[GIVEN DATA]

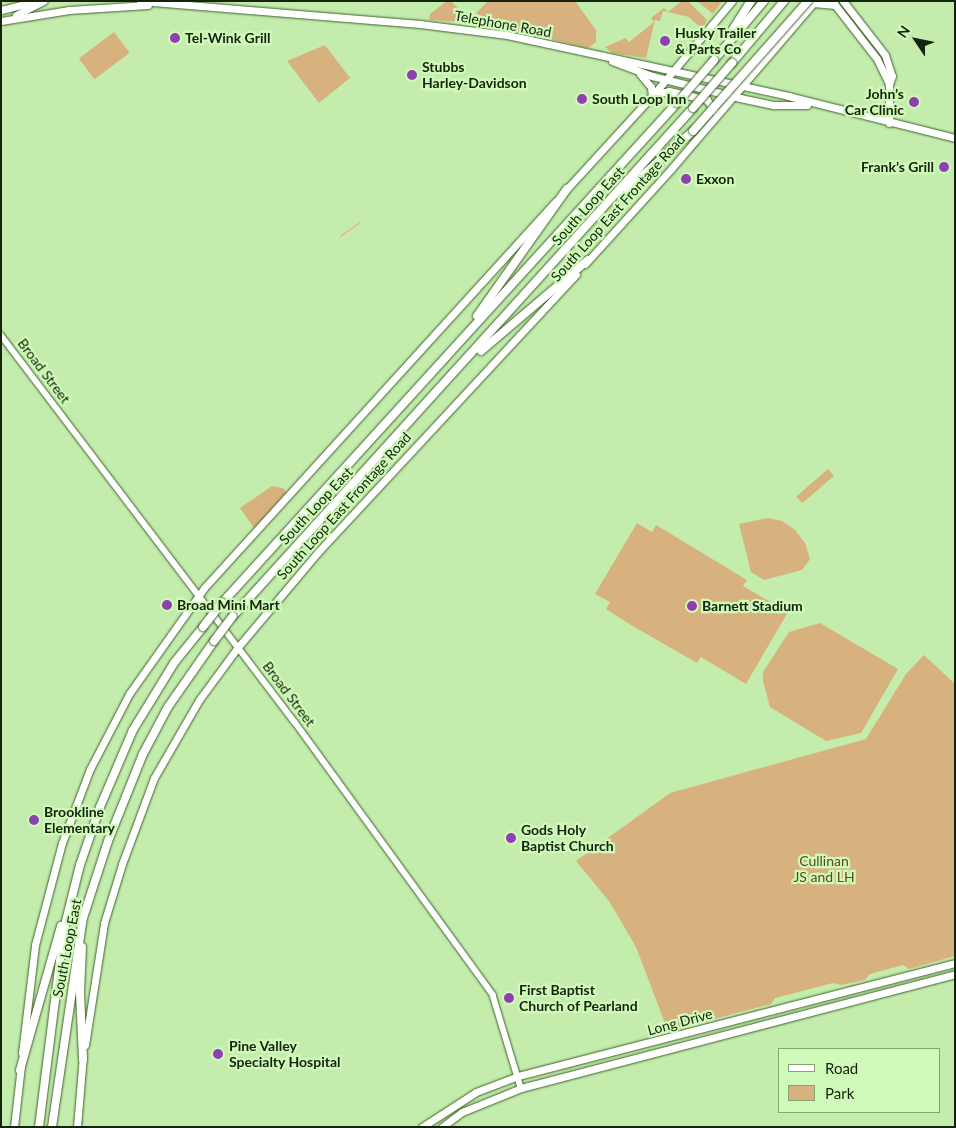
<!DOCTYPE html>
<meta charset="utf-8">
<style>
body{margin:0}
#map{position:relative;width:956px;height:1128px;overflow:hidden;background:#c3ecad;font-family:Lato,sans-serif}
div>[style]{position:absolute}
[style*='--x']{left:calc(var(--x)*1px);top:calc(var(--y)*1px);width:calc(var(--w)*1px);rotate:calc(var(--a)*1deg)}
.green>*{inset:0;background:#d8b27e;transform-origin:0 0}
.stream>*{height:1px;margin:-0.5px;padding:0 0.5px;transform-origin:0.5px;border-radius:0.5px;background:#f69ea4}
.roads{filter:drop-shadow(0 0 1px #3f6229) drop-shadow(0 0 1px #3f6229)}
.minor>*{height:5.5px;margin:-2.75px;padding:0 2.75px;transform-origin:2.75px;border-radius:2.75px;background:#fff}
.major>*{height:7px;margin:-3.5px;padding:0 3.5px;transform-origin:3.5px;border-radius:3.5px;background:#fff}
.highway>*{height:8px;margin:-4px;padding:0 4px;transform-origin:4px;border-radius:4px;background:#fff}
.bridges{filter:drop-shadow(0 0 1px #3f6229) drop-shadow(0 0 1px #3f6229)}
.highway-bridge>*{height:8px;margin:-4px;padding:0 4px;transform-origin:4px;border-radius:4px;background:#fff}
.dots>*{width:14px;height:14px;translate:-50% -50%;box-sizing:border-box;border:2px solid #d0faba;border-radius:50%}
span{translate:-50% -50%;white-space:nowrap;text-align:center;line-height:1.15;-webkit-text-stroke:4.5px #d0faba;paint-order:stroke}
.street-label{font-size:14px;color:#14230b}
.poi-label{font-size:14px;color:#14230b;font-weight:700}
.left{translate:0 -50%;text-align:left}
.right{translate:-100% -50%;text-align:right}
.park-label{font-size:14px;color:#60461f}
.frame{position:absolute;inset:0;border:2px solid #14230b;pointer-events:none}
.legend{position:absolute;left:778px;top:1048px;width:162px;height:65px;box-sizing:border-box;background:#d0faba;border:1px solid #85a474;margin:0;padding:6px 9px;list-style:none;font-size:15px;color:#14230b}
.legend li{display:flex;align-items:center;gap:10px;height:25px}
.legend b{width:25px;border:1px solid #85a474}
.north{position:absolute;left:891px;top:15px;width:50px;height:50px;-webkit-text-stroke:4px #d0faba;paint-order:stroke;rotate:304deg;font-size:14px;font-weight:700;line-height:20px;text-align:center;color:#14230b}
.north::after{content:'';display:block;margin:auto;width:18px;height:22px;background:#14230b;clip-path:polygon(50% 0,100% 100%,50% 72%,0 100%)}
</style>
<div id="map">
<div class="green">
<i style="clip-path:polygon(447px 1px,451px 1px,462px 13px,461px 22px,429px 20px,430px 14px)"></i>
<i style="clip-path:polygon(488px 1px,575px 1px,596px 30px,596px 42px,588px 48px,499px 27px,476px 13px)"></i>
<i style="clip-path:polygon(682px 1px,688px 1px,707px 20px,702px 29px,689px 17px,663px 11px,660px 21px,655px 20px,646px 58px,612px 53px,605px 47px,626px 38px,629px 42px,654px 22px,651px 18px,664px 8px,668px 12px)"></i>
<i style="clip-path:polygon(697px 1px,722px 1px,713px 14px)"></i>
<i style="left:114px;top:32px;width:26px;height:44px;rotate:53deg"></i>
<i style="clip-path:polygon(325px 45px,350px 78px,319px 103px,287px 61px)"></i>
<i style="left:828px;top:469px;width:9px;height:42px;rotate:49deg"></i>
<i style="clip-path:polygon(272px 486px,283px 488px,287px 493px,254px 528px,240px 508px)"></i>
<i style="clip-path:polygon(768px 518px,782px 521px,795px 530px,805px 543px,810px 559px,802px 570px,764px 580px,751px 572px,739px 524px)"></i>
<i style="clip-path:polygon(637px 523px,652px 532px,656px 525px,747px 580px,743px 586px,788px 612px,746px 684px,701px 657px,697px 663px,631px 625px,606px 609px,610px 602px,595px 594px)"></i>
<i style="clip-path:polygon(820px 623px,898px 669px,861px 733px,826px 741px,770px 707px,763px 681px,763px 672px,789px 632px)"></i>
<i style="clip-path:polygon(924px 655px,955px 684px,955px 956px,909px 969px,903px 965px,870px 974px,865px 980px,841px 985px,833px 983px,775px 998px,771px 1004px,668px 1031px,636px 947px,609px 901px,576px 861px,670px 793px,866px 739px,906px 674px)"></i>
</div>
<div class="stream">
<i style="--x:444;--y:1;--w:25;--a:50"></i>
<i style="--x:340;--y:236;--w:24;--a:-36"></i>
</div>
<div class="roads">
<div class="minor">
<i style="--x:1;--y:335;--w:486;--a:52.8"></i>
<i style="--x:295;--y:722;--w:337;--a:54"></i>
<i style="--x:493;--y:995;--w:97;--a:73.2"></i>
</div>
<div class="major">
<i style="--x:140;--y:1;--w:281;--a:4.7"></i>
<i style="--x:420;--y:24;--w:88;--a:7.2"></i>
<i style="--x:507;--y:35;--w:288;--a:12.2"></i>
<i style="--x:788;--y:96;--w:172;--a:14.1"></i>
<i style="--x:832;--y:1;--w:73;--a:52.2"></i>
<i style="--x:877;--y:59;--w:28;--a:64"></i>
<i style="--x:889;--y:84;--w:39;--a:90"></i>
<i style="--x:843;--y:1;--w:68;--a:52.1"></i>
<i style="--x:885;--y:55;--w:22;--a:72"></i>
<i style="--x:892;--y:76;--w:9;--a:111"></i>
<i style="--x:813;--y:3;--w:22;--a:5"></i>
<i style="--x:1;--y:10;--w:38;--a:-14"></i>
<i style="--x:16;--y:15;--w:31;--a:-27"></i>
<i style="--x:1;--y:21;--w:69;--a:-9.2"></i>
<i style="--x:69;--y:10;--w:79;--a:-3.6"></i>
<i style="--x:612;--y:61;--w:43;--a:20.6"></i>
<i style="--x:652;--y:76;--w:91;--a:14"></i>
<i style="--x:740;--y:98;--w:35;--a:12"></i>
<i style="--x:774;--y:105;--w:33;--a:0"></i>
<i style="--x:640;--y:74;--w:17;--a:50"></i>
<i style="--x:651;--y:87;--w:10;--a:84"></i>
<i style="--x:655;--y:94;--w:14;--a:-12"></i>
<i style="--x:669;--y:91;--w:39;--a:13"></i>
<i style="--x:707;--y:100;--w:14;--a:56"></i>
<i style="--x:564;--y:192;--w:132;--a:-47.5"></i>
<i style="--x:653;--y:95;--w:123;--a:-50"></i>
<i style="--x:585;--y:264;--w:128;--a:-47.8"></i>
<i style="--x:671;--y:169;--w:221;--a:-49.4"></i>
<i style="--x:85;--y:1045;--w:123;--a:-81.1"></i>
<i style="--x:104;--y:923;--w:62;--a:-73"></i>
<i style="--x:122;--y:864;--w:92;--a:-69.6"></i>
<i style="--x:154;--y:778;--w:90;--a:-60"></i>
<i style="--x:199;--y:700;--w:66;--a:-53.7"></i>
<i style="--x:238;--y:647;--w:124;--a:-49.9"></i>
<i style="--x:318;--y:552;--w:379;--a:-47.1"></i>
<i style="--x:22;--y:1053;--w:109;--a:-83.1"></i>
<i style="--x:35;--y:945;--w:106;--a:-75.2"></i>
<i style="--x:62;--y:843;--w:79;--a:-69.3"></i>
<i style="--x:90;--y:769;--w:85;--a:-62.5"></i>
<i style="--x:129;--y:694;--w:130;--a:-54.7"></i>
<i style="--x:204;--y:588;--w:522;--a:-47.72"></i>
<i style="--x:14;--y:1127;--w:61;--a:-83.5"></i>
<i style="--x:77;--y:1127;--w:71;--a:-85.2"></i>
<i style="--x:422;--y:1127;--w:64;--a:-32.9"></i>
<i style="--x:476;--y:1092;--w:45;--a:-20.9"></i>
<i style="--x:518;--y:1076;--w:451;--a:-14.5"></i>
<i style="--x:442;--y:1127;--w:25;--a:-37"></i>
<i style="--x:462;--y:1112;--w:64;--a:-22.1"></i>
<i style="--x:521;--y:1088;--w:449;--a:-14.7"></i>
</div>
<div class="highway">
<i style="--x:728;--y:37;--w:43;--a:-57.4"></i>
<i style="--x:714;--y:60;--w:77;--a:-49.7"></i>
<i style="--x:732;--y:63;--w:81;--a:-50"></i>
<i style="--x:624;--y:192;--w:92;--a:-41.5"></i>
<i style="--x:477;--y:316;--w:156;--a:-54.7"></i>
<i style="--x:481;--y:351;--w:140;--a:-40.4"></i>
<i style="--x:222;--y:603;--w:676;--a:-47.7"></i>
<i style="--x:233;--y:616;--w:685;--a:-47.84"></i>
<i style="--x:82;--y:947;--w:46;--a:92.5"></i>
<i style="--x:80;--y:993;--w:67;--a:87.4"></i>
<i style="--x:20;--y:1070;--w:150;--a:-74.1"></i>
<i style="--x:39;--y:1127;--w:200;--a:-82.8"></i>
<i style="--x:64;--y:929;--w:66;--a:-76"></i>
<i style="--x:80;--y:865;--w:61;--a:-71"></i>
<i style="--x:100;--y:807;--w:84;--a:-66.8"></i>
<i style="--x:133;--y:730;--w:79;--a:-58.5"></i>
<i style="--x:174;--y:663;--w:46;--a:-51.1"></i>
<i style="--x:52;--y:1127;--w:211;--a:-81.6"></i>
<i style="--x:83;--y:918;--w:81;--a:-72"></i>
<i style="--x:108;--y:841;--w:94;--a:-68.1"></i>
<i style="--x:143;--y:754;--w:53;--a:-62"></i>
<i style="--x:168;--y:707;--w:80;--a:-55.1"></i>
</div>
</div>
<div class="bridges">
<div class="highway-bridge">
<i style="--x:677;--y:103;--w:57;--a:-49.3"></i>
<i style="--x:693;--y:108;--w:60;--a:-49.1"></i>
<i style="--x:693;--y:131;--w:174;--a:-48.5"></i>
<i style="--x:203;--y:627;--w:31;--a:-52"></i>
<i style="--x:214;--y:641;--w:31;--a:-53"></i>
</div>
</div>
<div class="dots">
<i style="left:175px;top:38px;background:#8f3faf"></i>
<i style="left:665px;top:41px;background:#8f3faf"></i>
<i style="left:412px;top:75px;background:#8f3faf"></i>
<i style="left:582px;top:99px;background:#8f3faf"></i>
<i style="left:914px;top:102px;background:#8f3faf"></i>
<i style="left:944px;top:167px;background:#8f3faf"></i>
<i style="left:686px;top:179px;background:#8f3faf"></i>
<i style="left:167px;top:605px;background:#8f3faf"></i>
<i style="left:692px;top:606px;background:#8f3faf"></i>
<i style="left:34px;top:820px;background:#8f3faf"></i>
<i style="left:511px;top:838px;background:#8f3faf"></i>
<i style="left:509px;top:998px;background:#8f3faf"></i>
<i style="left:218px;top:1054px;background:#8f3faf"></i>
</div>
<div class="street-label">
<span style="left:503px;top:24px;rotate:10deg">Telephone Road</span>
<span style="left:588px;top:206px;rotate:-48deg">South Loop East</span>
<span style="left:618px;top:208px;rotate:-48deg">South Loop East Frontage Road</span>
<span style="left:44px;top:371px;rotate:53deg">Broad Street</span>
<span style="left:316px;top:506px;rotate:-47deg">South Loop East</span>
<span style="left:344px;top:506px;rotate:-48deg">South Loop East Frontage Road</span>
<span style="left:289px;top:694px;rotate:53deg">Broad Street</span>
<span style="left:67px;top:948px;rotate:-79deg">South Loop East</span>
<span style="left:680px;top:1022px;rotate:-15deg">Long Drive</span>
</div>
<div class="poi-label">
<span class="left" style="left:675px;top:41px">Husky Trailer<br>&amp; Parts Co</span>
<span class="left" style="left:185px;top:38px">Tel-Wink Grill</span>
<span class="left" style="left:422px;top:75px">Stubbs<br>Harley-Davidson</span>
<span class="right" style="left:904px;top:102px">John’s<br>Car Clinic</span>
<span class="left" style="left:592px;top:99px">South Loop Inn</span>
<span class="right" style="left:934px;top:167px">Frank’s Grill</span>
<span class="left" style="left:696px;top:179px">Exxon</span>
<span class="left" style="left:177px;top:605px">Broad Mini Mart</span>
<span class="left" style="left:702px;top:606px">Barnett Stadium</span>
<span class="left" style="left:44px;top:820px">Brookline<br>Elementary</span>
<span class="left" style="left:521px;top:838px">Gods Holy<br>Baptist Church</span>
<span class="left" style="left:519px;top:998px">First Baptist<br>Church of Pearland</span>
<span class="left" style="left:229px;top:1054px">Pine Valley<br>Specialty Hospital</span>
</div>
<div class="park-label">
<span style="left:824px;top:869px">Cullinan<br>JS and LH</span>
</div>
<div class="frame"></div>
<ul class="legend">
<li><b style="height:6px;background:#fff"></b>Road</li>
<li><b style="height:14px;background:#d8b27e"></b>Park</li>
</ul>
<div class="north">N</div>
</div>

[/GIVEN DATA]

REQUIREMENT:
All lines of the records above with the word "stream" in them are to be copied.

ANSWER AREA:
.stream>*{height:1px;margin:-0.5px;padding:0 0.5px;transform-origin:0.5px;border-radius:0.5px;background:#f69ea4}
<div class="stream">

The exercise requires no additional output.